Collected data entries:
----

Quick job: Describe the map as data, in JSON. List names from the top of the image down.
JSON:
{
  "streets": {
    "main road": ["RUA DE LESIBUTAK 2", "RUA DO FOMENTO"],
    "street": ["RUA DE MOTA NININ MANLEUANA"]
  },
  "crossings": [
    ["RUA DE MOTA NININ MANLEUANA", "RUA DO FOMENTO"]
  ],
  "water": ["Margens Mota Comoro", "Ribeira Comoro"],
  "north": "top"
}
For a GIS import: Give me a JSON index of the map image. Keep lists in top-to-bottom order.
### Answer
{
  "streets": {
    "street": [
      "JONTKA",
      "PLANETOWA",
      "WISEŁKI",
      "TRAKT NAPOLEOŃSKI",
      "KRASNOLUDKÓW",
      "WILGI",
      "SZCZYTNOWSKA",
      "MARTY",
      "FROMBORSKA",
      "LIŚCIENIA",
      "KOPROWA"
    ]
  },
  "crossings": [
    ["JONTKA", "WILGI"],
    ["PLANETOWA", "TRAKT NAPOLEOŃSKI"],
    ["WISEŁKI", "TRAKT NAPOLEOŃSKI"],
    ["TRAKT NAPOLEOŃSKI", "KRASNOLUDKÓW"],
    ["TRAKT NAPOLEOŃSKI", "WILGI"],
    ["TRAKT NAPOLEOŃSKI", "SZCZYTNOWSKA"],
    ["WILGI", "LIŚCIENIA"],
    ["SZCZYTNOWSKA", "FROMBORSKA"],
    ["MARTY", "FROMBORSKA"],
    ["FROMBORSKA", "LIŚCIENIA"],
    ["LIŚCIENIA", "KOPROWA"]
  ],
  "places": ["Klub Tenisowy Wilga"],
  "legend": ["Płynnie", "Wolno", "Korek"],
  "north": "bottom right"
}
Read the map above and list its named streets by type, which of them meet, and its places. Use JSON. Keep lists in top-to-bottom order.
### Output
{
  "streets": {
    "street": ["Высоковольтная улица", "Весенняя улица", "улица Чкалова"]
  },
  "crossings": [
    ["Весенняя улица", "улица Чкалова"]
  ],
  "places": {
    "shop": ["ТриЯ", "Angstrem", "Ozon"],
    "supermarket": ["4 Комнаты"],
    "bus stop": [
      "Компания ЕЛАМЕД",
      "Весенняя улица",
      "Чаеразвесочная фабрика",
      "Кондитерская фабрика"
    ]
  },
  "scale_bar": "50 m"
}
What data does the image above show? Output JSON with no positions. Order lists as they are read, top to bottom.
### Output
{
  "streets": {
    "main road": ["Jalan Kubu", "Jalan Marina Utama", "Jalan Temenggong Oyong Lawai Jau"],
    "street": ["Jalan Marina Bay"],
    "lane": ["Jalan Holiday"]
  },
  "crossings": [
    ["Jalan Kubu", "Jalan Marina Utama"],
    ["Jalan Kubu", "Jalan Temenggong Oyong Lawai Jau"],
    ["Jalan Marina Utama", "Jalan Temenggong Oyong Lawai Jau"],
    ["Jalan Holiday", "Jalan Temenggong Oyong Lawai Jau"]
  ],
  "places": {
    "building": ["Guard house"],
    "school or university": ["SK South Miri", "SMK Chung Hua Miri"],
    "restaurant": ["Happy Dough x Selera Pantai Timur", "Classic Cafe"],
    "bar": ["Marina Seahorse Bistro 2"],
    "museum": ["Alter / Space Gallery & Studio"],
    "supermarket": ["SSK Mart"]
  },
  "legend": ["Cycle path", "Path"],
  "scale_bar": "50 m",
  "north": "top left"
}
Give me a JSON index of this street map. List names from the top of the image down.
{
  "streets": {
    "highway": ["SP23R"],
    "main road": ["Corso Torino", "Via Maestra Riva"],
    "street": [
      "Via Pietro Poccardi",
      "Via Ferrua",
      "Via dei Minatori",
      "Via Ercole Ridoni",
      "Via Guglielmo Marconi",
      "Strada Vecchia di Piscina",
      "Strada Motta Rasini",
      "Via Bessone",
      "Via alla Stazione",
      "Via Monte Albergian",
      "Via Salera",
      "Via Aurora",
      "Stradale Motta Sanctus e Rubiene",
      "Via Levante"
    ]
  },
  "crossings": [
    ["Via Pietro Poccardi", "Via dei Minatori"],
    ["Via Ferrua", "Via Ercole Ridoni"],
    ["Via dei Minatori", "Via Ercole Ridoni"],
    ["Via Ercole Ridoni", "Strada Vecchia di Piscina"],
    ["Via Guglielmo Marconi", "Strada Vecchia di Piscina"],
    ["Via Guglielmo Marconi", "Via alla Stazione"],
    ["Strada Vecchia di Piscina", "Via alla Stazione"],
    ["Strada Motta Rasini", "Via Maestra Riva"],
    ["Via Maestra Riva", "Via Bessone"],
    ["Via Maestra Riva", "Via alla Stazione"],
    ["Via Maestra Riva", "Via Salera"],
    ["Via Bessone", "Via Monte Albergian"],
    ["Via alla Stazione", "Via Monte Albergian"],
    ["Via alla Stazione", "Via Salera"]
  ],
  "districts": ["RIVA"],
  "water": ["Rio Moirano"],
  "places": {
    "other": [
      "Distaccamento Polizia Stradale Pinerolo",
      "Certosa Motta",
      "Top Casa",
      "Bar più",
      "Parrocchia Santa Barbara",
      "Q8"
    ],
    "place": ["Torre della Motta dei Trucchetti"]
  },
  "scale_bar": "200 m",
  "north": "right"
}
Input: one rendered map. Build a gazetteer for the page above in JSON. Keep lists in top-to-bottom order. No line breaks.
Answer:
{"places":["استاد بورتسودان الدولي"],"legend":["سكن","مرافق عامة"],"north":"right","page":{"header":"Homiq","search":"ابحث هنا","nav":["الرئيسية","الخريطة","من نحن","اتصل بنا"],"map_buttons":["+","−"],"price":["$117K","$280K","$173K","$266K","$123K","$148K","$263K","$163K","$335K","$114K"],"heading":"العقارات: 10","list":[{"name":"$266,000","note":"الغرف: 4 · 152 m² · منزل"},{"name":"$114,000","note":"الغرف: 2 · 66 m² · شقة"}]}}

----

* _Exercise objective_:
Nothing but the lines from the first line of the data through the line with "For a GIS import: Give" should be returned, exactly as they appear, both ends included.

* _Exercise response_:
Quick job: Describe the map as data, in JSON. List names from the top of the image down.
JSON:
{
  "streets": {
    "main road": ["RUA DE LESIBUTAK 2", "RUA DO FOMENTO"],
    "street": ["RUA DE MOTA NININ MANLEUANA"]
  },
  "crossings": [
    ["RUA DE MOTA NININ MANLEUANA", "RUA DO FOMENTO"]
  ],
  "water": ["Margens Mota Comoro", "Ribeira Comoro"],
  "north": "top"
}
For a GIS import: Give me a JSON index of the map image. Keep lists in top-to-bottom order.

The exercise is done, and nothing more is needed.